EXERCISE INPUTS START

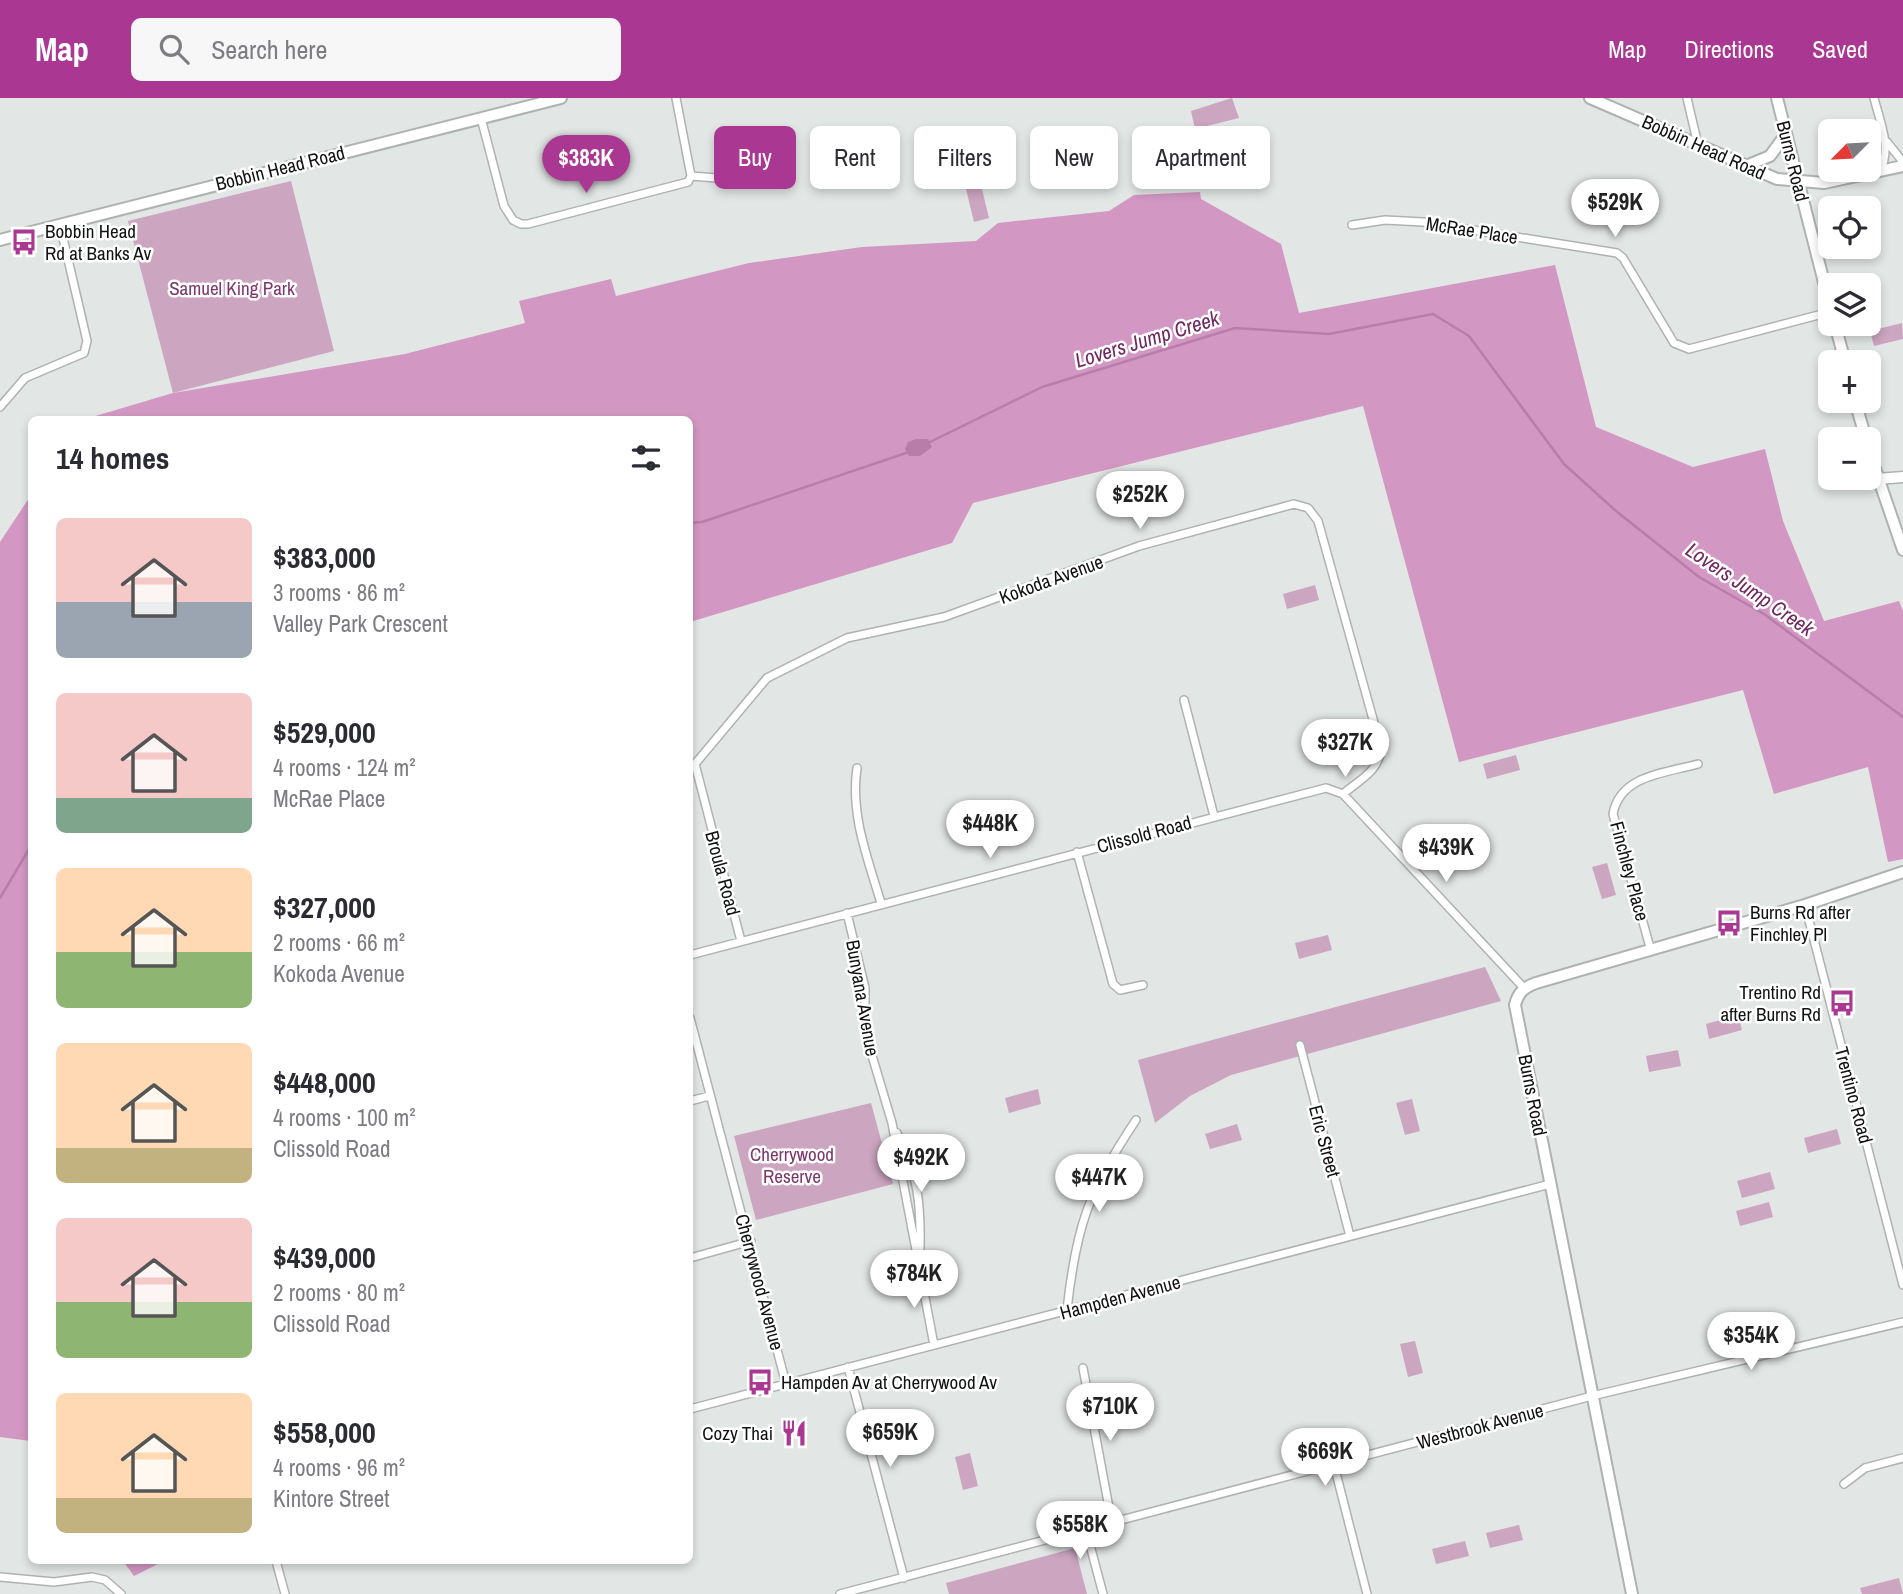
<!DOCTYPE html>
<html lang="en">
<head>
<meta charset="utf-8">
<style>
	:root { --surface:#fff; --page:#f7f7f7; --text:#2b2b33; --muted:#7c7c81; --accent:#aa3893 }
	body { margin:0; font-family:"Archivo Narrow",sans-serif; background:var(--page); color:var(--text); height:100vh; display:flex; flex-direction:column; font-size:26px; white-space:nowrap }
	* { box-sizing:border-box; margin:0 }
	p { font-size:23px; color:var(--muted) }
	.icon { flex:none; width:38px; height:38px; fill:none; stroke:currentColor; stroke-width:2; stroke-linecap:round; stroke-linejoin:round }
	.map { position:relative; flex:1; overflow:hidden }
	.side { position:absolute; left:28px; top:318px; width:665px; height:1148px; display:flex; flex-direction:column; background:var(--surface); border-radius:10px; box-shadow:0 4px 10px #0003 }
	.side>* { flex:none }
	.top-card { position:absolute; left:714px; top:28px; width:665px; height:63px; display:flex; gap:14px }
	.needle { width:46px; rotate:246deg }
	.fabs { position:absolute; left:1818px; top:21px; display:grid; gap:14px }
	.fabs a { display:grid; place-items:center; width:63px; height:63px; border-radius:10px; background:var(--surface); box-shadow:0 4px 10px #0003; font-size:35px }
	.price { position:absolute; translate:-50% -60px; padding:0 16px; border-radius:24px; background:#fff; color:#222; font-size:23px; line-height:46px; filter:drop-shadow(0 2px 4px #0008) }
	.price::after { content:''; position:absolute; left:50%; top:42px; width:21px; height:16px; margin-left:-10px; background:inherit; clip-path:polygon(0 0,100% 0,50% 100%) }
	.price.selected { background:var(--accent); color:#fff }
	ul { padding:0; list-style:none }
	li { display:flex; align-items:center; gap:21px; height:175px; padding:0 28px }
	li span { display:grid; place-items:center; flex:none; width:196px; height:140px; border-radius:10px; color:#555 }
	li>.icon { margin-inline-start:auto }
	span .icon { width:84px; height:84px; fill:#fffc; stroke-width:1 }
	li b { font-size:30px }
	h2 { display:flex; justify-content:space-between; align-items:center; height:84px; padding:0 28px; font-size:30px }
	.chip { padding:0 24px; border-radius:10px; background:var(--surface); box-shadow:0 4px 10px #0003; font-size:24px; line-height:63px }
	.chip.selected { background:var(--accent); color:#fff }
	header { display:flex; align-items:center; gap:42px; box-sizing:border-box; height:98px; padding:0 35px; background:var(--accent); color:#fff }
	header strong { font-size:33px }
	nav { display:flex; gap:38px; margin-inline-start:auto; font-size:24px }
	.search { width:490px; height:63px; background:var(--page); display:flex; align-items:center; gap:18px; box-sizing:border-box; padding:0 24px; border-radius:10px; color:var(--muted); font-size:26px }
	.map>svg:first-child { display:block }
</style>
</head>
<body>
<header>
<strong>Map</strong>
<div class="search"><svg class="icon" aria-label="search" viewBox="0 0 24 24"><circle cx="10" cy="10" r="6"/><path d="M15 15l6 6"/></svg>Search here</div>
<nav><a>Map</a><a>Directions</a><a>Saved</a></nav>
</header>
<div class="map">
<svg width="1903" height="1496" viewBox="0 0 1903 1496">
	<rect width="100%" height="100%" fill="#e2e6e4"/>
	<path fill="#cca5c1" d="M1232,0l7,20 -44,11 -4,-18z
		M291,83l43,170 -161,42 -45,-172z
		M981,87l8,33 -15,4 -8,-33z
		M1902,225l1,16 -29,7 -4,-15z
		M1315,487l4,15 -32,9 -4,-15z
		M1516,657l4,15 -33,9 -4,-15z
		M1607,765l9,32 -14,4 -10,-32z
		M1328,837l4,15 -33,9 -4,-16z
		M1485,869l16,34 -270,74 -41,21 -35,27 -17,-63z
		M1738,917l4,15 -33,9 -3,-15z
		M1678,952l3,16 -32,6 -3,-16z
		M1038,991l3,15 -32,9 -4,-15z
		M1412,1001l8,32 -15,4 -9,-32z
		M871,1005l22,81 -137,36 -22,-84z
		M1237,1026l5,16 -32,9 -5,-15z
		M1837,1031l4,15 -33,9 -4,-15z
		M1770,1074l5,17 -33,9 -5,-17z
		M1769,1104l4,15 -33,9 -4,-15z
		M1415,1243l8,32 -15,4 -8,-33z
		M970,1355l8,33 -15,4 -8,-33z
		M1519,1427l4,15 -33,8 -4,-15z
		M1465,1443l4,15 -33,8 -4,-15z
		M1075,1450l12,46h-138l-3,-11z
		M1899,1480l4,16h-41l-2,-6z"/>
	<path fill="#d297c2" d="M1200,94l1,7 80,45 18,69 256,-48 41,162 97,40 72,-18 18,72 41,100 75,-20 4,10v248l-15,3 -20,-95 -94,27 -31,-104 -284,72 -96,-356 -390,97 -21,40 -262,79v-202h-608l91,-27 232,-39 120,-31 -6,-22 92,-22 5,17 133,-33 113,-16 114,-6 22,-18 111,-12 25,-16z
		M31,397l1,946h-1l-31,-4v-895z
		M123,1463h41l-30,15z"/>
	<path fill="#b87ea9" d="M916,341h12l4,8 -12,9h-11l-4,-7 3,-7z"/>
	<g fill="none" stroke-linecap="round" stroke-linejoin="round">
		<path stroke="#b87ea9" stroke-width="2.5" d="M928,345l114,-56 193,-59 94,6 104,-20 36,22 95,128 52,47 83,66 65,37 139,103
			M690,425l12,-1 207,-70
			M0,800l32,-54"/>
		<g stroke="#aeb2b0" stroke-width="10">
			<path id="minor" d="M1687,0l11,47
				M1874,0c6,24 18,50 6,73
				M481,20l23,88 9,14 8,4h7l160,-42 3,-6 -15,-78
				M1887,44l16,20
				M691,78l39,3 43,-8
				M1352,127l33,-5 38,2 194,31 6,5 51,85 15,6 141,-37
				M0,309l25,-29 59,-25 3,-12 -27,-116
				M1184,602l30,116
				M857,670c-7,47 11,91 24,135
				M1077,754l36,132 7,6 23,-5
				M1805,807l98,380
				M847,815l18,75v44l27,91 42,222
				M741,843l-46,-177 72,-86 80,-40 97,-21 195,-71 155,-42 14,4 10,13 63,227c-2,24 -22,32 -38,46
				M1651,853l-38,-137c7,-39 53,-41 85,-50
				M690,857l636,-167 17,6 181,194
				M690,920l96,366
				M1300,947l50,191
				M690,1003l19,-5
				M897,1035c21,42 24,70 23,116
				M690,1160l61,-17
				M1067,1212c9,-84 22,-120 69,-190
				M848,1269l56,211
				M1083,1270l29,156
				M690,1311l860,-225
				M1334,1367l33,129
				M1844,1386l21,-16 38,-10
				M1086,1432l17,64
				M276,1463l9,33
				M0,1479l54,5 38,-5 13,3 16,14
				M840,1496l752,-198 311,-74"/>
		</g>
		<g stroke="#aeb2b0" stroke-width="13">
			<path id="tertiary" d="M1877,381l26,-2"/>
		</g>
		<g stroke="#aeb2b0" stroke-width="14">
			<path id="secondary" d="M1590,0l187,81 47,4 79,-17
				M1777,0l53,208
				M1746,68l24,-10 16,-22
				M0,142l561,-142
				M1835,226l10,38
				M1855,303l11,38
				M1869,353l34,99
				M1632,1496l-117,-589c3,-13 10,-18 21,-22l269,-78 98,-33"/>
		</g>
		<use href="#minor" stroke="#fff" stroke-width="7"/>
		<use href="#tertiary" stroke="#fff" stroke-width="10"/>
		<use href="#secondary" stroke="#fff" stroke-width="10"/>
	</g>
	<defs>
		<g id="bus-bare" transform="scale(2.1)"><path d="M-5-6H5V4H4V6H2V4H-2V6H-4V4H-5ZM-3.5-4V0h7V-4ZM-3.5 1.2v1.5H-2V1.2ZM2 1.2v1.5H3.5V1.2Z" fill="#aa3893" stroke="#fff" stroke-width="2.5" paint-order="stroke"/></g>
		<g id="restaurant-bare" transform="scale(2.1)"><path d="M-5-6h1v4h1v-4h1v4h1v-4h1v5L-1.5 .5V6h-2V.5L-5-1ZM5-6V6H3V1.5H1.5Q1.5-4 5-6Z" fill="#aa3893" stroke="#fff" stroke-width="2.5" paint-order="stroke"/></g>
	</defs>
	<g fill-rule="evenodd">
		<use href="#bus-bare" x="24" y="144"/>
		<use href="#bus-bare" x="1729" y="825"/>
		<use href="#bus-bare" x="1842" y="905"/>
		<use href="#bus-bare" x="760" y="1284"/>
		<use href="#restaurant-bare" x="794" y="1335"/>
	</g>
	<g text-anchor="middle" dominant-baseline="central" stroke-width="5" stroke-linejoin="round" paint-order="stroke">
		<g font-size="19" fill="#111212" stroke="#fff">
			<text transform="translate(1704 49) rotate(24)">Bobbin Head Road</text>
			<text transform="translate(1793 63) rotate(76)">Burns Road</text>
			<text transform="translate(280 70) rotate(-14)">Bobbin Head Road</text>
			<text transform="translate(1472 132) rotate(9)">McRae Place</text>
			<text transform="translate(1051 481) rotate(-20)">Kokoda Avenue</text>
			<text transform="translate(1144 736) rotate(-15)">Clissold Road</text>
			<text transform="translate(1630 773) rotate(75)">Finchley Place</text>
			<text transform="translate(723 775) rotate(75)">Broula Road</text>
			<text transform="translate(863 900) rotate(80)">Bunyana Avenue</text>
			<text transform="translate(1533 997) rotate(79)">Burns Road</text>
			<text transform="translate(1854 997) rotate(75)">Trentino Road</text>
			<text transform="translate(1325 1043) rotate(75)">Eric Street</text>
			<text transform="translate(760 1184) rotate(75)">Cherrywood Avenue</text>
			<text transform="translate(1120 1199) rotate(-15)">Hampden Avenue</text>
			<text transform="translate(1480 1328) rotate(-15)">Westbrook Avenue</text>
		</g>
		<g font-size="19" fill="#111212" stroke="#fff" text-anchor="start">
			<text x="45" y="133">Bobbin Head<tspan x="45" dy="22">Rd at Banks Av</tspan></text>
			<text x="1750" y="814">Burns Rd after<tspan x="1750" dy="22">Finchley Pl</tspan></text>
			<text x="1821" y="894" text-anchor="end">Trentino Rd<tspan x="1821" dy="22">after Burns Rd</tspan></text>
			<text x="781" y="1284">Hampden Av at Cherrywood Av</text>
			<text x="773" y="1335" text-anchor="end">Cozy Thai</text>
		</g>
		<g font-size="19" fill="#7d366d" stroke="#fff">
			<text x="232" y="190">Samuel King Park</text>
			<text x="792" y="1056">Cherrywood<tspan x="792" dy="22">Reserve</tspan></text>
		</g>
		<g font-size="21" font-style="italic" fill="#6f2960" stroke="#fff">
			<text transform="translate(1147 241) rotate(-17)">Lovers Jump Creek</text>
			<text transform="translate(1750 491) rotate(34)">Lovers Jump Creek</text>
		</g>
	</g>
</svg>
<div class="fabs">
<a><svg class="needle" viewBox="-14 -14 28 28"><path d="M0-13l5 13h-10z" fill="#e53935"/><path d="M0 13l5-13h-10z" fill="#7c7c81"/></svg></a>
<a><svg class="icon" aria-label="locate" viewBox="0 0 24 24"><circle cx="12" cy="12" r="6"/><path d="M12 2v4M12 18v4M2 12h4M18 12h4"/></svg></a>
<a><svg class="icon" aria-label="layers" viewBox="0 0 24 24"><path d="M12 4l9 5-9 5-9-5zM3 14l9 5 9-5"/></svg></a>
<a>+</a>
<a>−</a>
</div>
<b class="price selected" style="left:586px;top:97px">$383K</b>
<b class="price" style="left:1615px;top:141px">$529K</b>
<b class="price" style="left:1140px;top:433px">$252K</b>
<b class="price" style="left:1345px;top:681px">$327K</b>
<b class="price" style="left:990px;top:762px">$448K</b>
<b class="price" style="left:1446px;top:786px">$439K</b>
<b class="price" style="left:921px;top:1096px">$492K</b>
<b class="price" style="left:1099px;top:1116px">$447K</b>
<b class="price" style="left:914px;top:1212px">$784K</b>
<b class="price" style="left:1751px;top:1274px">$354K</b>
<b class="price" style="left:1110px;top:1345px">$710K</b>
<b class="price" style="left:890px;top:1371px">$659K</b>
<b class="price" style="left:1325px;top:1390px">$669K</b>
<b class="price" style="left:1080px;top:1463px">$558K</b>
<div class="top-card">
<a class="chip selected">Buy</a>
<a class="chip">Rent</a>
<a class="chip">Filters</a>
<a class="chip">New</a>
<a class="chip">Apartment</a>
</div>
<section class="side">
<h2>14 homes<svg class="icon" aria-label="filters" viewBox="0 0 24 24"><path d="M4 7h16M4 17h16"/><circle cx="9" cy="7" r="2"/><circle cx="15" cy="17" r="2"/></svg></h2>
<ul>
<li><span style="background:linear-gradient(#f6c9c9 60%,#9aa5b1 0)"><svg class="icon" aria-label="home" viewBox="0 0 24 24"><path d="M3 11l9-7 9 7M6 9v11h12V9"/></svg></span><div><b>$383,000</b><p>3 rooms · 86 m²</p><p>Valley Park Crescent</p></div></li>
<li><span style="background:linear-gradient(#f6c9c9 75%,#7fa58c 0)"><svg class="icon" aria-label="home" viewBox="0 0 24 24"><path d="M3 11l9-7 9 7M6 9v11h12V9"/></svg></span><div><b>$529,000</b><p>4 rooms · 124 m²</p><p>McRae Place</p></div></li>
<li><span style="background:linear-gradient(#ffd9b3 60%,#8fb573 0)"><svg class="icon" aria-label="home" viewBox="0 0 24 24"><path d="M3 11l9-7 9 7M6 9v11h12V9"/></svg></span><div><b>$327,000</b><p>2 rooms · 66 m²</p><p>Kokoda Avenue</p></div></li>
<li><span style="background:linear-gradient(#ffd9b3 75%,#c2b280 0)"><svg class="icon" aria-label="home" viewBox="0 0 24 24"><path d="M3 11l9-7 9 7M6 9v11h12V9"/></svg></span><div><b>$448,000</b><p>4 rooms · 100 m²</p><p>Clissold Road</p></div></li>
<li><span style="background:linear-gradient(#f6c9c9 60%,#8fb573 0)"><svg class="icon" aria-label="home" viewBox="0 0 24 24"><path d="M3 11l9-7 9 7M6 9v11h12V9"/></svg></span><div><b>$439,000</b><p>2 rooms · 80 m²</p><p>Clissold Road</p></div></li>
<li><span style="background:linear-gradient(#ffd9b3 75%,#c2b280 0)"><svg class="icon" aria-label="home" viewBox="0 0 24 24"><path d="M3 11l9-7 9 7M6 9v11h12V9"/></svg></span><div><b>$558,000</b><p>4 rooms · 96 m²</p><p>Kintore Street</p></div></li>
</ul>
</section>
</div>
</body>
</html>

EXERCISE INPUTS END

## WHAT THE EXERCISE ASKS
The answer must be the lines of the entries above, written out exactly from the first through the one with "position:relative; flex:1; overflow:hidden", and no pictures.

## WRITTEN SOLUTION
<!DOCTYPE html>
<html lang="en">
<head>
<meta charset="utf-8">
<style>
	:root { --surface:#fff; --page:#f7f7f7; --text:#2b2b33; --muted:#7c7c81; --accent:#aa3893 }
	body { margin:0; font-family:"Archivo Narrow",sans-serif; background:var(--page); color:var(--text); height:100vh; display:flex; flex-direction:column; font-size:26px; white-space:nowrap }
	* { box-sizing:border-box; margin:0 }
	p { font-size:23px; color:var(--muted) }
	.icon { flex:none; width:38px; height:38px; fill:none; stroke:currentColor; stroke-width:2; stroke-linecap:round; stroke-linejoin:round }
	.map { position:relative; flex:1; overflow:hidden }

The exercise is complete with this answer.